Caspian Energy (CE): Mr. Minister, how do you evaluate EU’s energy security system, which changes and transformations are expected to be made in Greece’s energy system in coming years?
Yannis Maniatis, Minister for the Environment, Energy and Climate Change of the Hellenic Republic: The EU’s energy security system has evolved in response to the challenges facing its Member States which are also relevant to Greece. While it is important for the Member States to maintain their right to determine their own energy mix, Greece considers that common challenges are most effectively addressed by joint action at the EU level. Apart from the reduction of GHG (Green House Gases) through a policy of gradual de-carbonization of our energy mix, Europe’s highest energy priority is the management of its increasing import dependency, especially when it comes to oil and natural gas that will continue to dominate the Union’s primary energy supply.
Part of the EU’s response to these challenges is the promotion of market liberalization and de-regulation that has been consolidated by the so-called 3d Energy Liberalization “package” introduced in 2009. Greece has helped to shape this new body of legislation along with the other Member-States and has taken the necessary steps to fully conform to EU regulations and policies. As a result of these initiatives Greece is currently in compliance with its 20-20-20 targets primarily due to an impressive increase over the last five years of wind energy generation and notable improvement in our energy efficiency.
With regard to the hydrocarbon sector, our primary concern is to minimize the risks inherent in our energy dependence via the diversification of sources, routes and supplies. Greek policy choices are therefore designed to promote the EU’s Southern Gas Corridor strategy. In addition, recent hydrocarbon discoveries in Israel and Cyprus could emerge as a new and important source of natural gas (and may be) oil imports for Greece and the EU.
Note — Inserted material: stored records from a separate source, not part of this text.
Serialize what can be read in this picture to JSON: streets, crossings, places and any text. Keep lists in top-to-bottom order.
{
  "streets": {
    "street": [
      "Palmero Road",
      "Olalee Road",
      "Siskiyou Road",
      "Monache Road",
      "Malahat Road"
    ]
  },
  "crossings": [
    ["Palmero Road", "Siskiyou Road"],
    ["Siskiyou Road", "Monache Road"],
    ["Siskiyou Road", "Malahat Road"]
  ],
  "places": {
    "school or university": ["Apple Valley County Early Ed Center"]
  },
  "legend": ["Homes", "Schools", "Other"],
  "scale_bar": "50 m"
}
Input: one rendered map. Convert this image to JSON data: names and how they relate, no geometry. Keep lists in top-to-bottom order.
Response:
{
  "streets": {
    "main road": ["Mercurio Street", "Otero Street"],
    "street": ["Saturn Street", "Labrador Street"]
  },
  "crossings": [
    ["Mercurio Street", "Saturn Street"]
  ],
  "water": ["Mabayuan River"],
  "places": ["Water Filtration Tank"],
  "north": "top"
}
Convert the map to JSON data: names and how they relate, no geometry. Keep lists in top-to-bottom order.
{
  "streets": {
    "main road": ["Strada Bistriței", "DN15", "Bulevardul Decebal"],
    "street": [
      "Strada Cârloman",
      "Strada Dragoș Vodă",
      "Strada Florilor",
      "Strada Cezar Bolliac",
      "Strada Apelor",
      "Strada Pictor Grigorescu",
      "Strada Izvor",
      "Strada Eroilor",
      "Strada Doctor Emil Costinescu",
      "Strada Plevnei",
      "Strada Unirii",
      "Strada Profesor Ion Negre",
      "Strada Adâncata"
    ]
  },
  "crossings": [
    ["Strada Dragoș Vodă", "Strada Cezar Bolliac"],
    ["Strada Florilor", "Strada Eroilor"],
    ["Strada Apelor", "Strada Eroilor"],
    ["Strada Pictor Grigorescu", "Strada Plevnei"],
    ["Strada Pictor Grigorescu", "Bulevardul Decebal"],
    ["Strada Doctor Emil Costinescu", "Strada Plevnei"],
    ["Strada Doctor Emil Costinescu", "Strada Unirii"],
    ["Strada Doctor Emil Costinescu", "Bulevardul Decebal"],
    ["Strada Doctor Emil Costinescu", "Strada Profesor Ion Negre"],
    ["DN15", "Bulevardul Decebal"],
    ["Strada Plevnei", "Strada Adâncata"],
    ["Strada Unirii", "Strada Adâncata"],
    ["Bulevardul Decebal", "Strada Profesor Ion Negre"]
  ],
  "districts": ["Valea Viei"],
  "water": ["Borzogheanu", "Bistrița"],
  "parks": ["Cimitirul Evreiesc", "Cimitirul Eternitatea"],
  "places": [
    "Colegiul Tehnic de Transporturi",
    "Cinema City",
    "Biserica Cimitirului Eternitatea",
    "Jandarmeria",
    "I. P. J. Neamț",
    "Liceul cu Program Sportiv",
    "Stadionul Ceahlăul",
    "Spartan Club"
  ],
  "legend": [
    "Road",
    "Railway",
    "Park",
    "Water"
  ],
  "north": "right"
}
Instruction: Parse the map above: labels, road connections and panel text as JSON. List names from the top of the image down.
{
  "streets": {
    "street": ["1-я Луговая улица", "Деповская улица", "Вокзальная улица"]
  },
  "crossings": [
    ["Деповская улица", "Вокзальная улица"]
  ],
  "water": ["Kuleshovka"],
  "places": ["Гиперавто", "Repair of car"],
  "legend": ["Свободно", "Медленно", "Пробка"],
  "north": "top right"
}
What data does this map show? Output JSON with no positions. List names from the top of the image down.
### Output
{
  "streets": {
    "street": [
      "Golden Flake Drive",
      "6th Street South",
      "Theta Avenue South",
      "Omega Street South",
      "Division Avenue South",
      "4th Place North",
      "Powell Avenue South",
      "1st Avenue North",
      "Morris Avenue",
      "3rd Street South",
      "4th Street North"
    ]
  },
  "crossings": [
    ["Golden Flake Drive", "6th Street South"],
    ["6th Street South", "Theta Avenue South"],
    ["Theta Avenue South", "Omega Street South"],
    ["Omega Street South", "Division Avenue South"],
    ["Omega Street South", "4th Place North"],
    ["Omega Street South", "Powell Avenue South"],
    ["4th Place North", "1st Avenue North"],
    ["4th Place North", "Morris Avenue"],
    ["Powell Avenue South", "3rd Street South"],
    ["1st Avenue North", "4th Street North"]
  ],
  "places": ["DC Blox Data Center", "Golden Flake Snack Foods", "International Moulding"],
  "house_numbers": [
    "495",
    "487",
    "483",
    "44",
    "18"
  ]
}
In short, the reduction of our import dependence through the diversification of our import sources and routes, the emergence of Greece as a major regional hub for the export of Caspian and Middle Eastern hydrocarbons to the EU, the exploitation of potential on-shore and off-shore indigenous energy sources, the increasing role of Renewable Energy Sources (RES) and the promotion of energy efficiency constitute the main priorities of our medium-term and long-term national energy planning.
CE: What could you tell about the policy of demonopolization of the Greek energy market in accordance with the guidelines of the European Commission?
Yannis Maniatis: Greece’s regulatory and legislative framework is fully harmonized with EU legislation. Greece was one of the first EU Member States to transpose the 3rd energy package. Since 2009 significant progress has been made towards the liberalization of the Greek electricity and natural gas market. It is an ongoing process. In 2011 Greece adopted the 3rd EU internal energy market package (law 4001/2011).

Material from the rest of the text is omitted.